**Exercise**
Without copying the images, write out all the entries below verbatim.
*** Opening of Records for this task ***
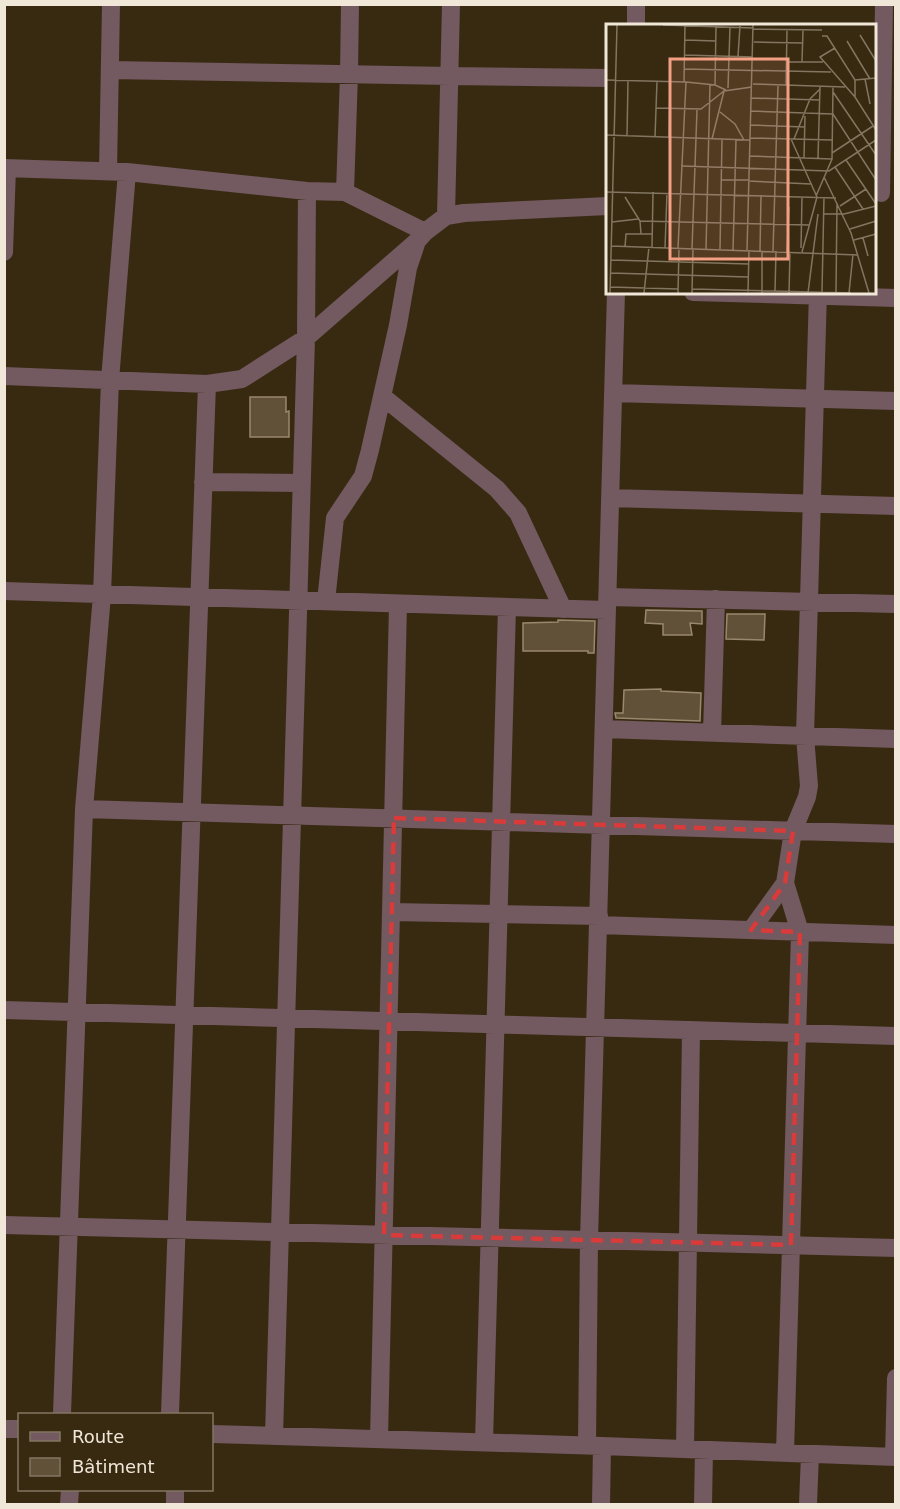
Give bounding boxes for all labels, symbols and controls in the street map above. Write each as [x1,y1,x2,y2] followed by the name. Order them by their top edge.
[606,24,876,294] inset map
[18,1413,213,1491] legend
[72,1426,124,1447] text: Route
[72,1456,155,1477] text: Bâtiment

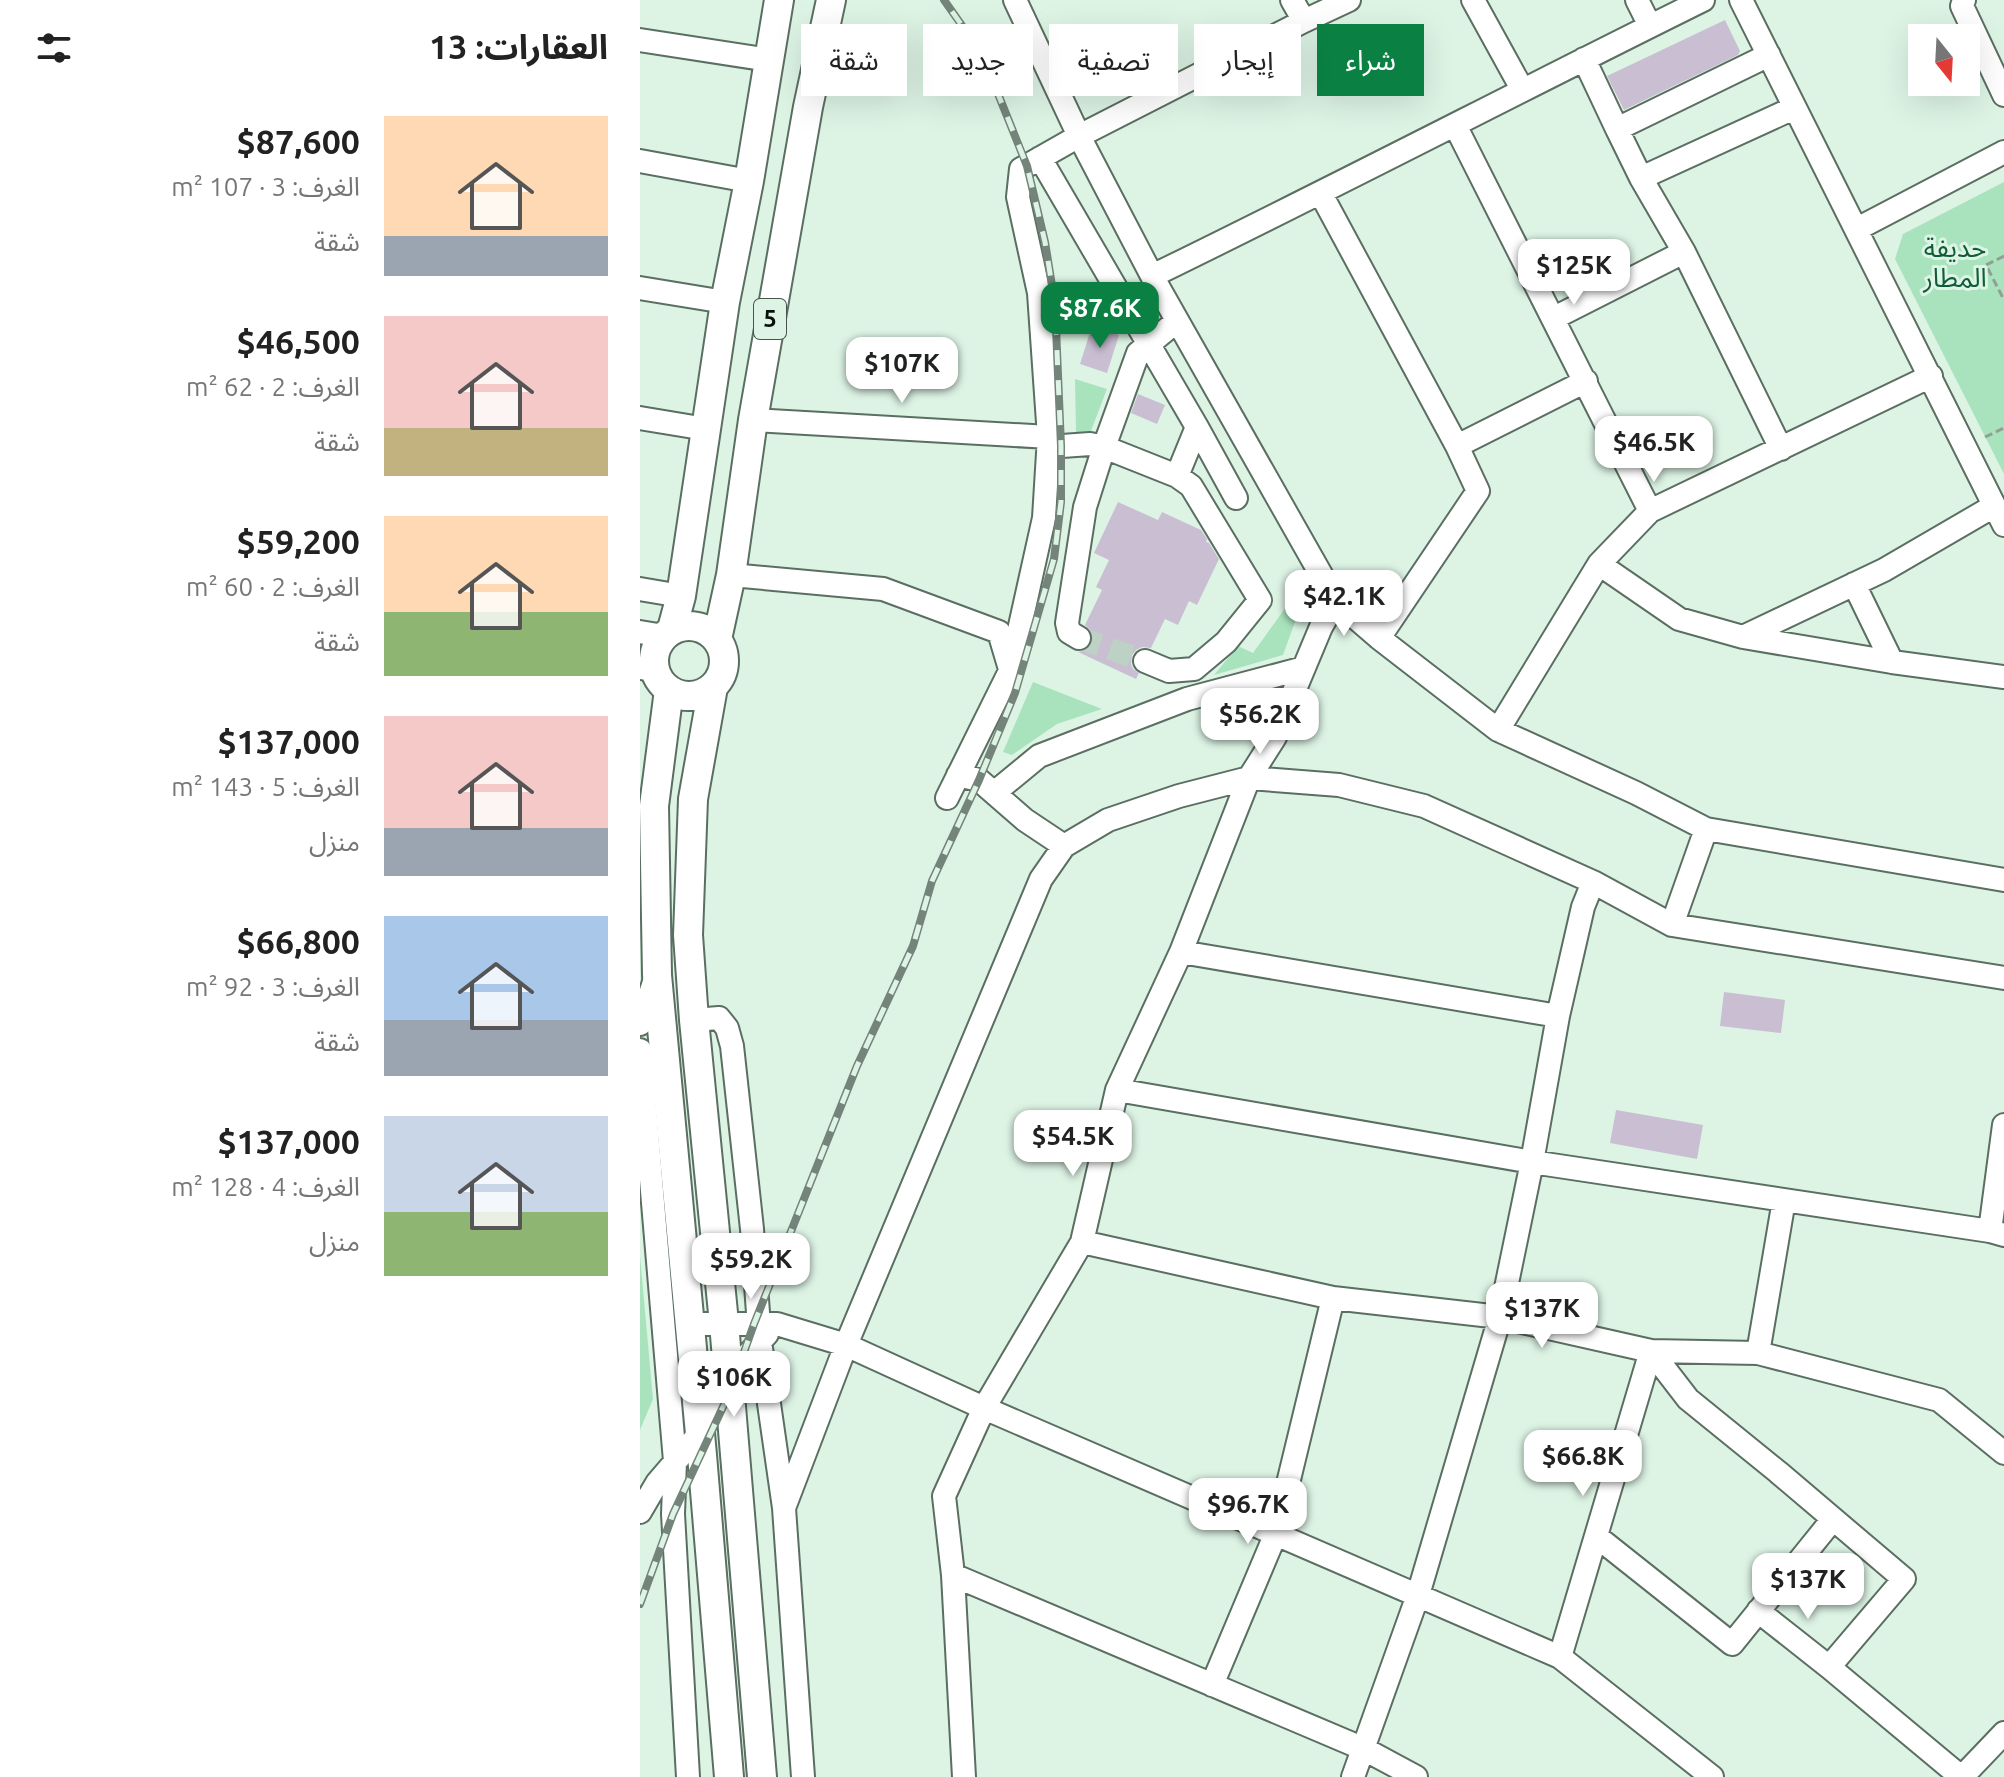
*** Close of Records for this task ***
**Answer to the problem**
Give bounding boxes for all labels, symbols and controls in the street map above. Write each as [x1,y1,x2,y2] followed by the name. Order them by their top edge.
[606,24,876,294] inset map
[18,1413,213,1491] legend
[72,1426,124,1447] text: Route
[72,1456,155,1477] text: Bâtiment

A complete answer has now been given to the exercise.